(Beginning of Data shown)
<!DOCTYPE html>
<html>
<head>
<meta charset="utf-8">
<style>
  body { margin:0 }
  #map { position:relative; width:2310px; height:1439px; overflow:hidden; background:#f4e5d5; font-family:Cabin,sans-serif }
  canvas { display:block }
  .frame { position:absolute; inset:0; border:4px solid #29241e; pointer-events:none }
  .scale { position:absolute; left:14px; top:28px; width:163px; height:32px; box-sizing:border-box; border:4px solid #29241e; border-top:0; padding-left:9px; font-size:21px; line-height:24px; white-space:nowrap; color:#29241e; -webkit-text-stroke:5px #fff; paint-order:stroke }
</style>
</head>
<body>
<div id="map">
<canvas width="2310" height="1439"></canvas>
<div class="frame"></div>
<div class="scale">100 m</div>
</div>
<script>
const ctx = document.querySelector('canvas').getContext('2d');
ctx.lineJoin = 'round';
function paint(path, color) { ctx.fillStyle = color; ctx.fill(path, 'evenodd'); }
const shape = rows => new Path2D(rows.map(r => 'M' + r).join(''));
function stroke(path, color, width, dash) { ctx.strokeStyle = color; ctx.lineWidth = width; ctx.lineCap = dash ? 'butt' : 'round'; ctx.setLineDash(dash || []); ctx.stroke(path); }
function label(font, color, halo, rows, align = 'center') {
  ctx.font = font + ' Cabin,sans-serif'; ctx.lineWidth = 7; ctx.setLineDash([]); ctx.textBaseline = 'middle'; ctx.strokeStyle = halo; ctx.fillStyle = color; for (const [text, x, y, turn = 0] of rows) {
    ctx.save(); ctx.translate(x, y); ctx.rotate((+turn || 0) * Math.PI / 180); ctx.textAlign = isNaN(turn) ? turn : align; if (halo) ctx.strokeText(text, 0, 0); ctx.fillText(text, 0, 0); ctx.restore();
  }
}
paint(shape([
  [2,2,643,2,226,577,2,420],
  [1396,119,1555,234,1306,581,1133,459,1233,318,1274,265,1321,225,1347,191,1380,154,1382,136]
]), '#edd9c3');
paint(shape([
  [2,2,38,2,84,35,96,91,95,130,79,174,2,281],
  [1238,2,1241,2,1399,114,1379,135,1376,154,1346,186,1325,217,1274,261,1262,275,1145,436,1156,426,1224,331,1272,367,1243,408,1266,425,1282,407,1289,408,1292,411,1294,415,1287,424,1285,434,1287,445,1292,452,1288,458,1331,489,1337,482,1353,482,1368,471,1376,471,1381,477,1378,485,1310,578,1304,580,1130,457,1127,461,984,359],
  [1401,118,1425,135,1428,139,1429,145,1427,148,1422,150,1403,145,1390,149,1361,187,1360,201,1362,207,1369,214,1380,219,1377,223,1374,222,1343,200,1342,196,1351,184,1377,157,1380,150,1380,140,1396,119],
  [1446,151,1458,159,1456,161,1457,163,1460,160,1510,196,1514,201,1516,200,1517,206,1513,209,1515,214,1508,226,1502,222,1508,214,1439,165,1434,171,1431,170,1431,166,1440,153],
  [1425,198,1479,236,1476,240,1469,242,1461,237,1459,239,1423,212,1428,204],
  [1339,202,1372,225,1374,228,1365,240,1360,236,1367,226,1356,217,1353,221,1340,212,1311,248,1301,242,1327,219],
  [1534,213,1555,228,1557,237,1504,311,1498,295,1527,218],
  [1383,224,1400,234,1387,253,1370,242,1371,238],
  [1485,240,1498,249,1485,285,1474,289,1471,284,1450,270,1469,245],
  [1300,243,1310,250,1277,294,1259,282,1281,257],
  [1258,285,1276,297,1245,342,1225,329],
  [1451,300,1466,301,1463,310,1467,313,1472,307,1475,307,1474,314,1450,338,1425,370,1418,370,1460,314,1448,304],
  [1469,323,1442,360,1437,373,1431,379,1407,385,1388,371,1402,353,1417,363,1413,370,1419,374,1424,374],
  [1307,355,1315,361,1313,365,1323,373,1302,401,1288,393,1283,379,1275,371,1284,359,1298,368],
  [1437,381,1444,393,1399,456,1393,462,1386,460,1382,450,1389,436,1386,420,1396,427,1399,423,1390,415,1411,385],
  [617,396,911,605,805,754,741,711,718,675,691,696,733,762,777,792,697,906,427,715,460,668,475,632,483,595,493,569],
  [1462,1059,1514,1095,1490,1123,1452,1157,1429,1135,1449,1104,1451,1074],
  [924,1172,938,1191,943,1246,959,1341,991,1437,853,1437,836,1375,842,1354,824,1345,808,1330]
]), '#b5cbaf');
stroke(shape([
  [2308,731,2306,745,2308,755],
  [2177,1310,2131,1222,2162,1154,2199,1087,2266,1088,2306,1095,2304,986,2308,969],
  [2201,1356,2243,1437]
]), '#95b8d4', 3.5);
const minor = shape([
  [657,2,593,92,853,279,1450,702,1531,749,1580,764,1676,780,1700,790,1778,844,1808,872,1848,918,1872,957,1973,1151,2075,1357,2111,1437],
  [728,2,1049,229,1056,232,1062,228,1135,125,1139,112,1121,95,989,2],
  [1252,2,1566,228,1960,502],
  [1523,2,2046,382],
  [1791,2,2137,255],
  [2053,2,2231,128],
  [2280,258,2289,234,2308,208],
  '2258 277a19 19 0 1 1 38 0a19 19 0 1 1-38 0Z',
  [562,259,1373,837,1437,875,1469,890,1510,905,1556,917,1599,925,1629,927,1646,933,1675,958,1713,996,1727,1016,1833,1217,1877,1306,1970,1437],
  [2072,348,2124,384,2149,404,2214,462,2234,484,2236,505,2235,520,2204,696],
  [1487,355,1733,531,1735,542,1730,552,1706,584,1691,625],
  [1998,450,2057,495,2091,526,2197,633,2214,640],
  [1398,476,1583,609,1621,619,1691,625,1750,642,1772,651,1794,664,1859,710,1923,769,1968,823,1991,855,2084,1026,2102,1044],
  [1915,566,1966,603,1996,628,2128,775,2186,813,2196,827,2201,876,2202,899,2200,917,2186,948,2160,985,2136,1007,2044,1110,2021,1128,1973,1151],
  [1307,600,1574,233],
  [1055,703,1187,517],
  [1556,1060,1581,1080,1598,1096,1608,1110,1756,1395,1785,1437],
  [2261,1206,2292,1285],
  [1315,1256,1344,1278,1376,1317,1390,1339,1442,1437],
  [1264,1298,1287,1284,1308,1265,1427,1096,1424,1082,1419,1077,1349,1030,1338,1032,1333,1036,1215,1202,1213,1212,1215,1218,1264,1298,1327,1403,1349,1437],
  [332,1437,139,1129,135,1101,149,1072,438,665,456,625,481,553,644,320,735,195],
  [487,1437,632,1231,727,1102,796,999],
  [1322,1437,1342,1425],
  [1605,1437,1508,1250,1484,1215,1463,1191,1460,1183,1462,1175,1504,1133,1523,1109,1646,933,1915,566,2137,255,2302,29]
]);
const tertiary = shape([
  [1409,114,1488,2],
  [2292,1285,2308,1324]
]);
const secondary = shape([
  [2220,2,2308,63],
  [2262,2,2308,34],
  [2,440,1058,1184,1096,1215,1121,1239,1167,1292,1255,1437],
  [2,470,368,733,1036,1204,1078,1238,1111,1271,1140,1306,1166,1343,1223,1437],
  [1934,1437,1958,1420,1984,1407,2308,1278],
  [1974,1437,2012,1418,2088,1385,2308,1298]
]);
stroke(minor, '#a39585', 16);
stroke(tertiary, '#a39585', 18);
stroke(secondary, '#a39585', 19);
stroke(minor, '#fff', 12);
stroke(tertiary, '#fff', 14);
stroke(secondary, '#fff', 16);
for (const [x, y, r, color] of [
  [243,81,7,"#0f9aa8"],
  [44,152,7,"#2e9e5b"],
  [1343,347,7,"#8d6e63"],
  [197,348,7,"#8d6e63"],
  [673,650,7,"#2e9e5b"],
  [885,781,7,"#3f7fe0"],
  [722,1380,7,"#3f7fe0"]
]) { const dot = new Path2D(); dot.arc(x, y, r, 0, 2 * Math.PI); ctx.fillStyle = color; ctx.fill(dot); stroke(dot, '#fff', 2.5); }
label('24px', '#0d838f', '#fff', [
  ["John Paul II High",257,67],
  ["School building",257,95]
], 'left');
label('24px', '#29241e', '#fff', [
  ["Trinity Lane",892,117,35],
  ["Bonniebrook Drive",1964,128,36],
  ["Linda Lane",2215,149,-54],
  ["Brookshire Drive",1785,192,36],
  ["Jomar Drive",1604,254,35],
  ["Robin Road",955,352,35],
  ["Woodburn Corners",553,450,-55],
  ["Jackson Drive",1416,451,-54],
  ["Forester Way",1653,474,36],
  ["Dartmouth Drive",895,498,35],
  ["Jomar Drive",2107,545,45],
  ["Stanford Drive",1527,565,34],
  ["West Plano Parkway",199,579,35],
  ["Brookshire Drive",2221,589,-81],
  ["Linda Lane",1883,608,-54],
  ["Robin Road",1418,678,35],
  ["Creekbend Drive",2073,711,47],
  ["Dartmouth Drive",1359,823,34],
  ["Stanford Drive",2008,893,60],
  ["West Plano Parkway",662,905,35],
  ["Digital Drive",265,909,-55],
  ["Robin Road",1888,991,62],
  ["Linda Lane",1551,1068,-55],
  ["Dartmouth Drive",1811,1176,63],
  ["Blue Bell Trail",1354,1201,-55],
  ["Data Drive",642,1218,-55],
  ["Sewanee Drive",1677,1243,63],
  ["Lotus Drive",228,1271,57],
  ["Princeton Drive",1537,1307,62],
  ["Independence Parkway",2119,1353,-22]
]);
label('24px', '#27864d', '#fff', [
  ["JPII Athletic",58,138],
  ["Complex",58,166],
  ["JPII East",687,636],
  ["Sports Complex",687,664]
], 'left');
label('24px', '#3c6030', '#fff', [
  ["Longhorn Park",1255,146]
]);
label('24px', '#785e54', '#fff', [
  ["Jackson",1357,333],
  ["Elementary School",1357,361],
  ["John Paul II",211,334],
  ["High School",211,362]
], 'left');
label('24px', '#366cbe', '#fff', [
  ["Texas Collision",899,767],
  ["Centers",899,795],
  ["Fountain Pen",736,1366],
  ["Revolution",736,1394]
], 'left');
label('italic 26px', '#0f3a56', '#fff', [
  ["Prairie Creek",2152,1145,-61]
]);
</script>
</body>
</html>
(End of Data shown)
Directions: Lines from the entries that contain the string "function" are what must be copied.

Response to the task:
function paint(path, color) { ctx.fillStyle = color; ctx.fill(path, 'evenodd'); }
function stroke(path, color, width, dash) { ctx.strokeStyle = color; ctx.lineWidth = width; ctx.lineCap = dash ? 'butt' : 'round'; ctx.setLineDash(dash || []); ctx.stroke(path); }
function label(font, color, halo, rows, align = 'center') {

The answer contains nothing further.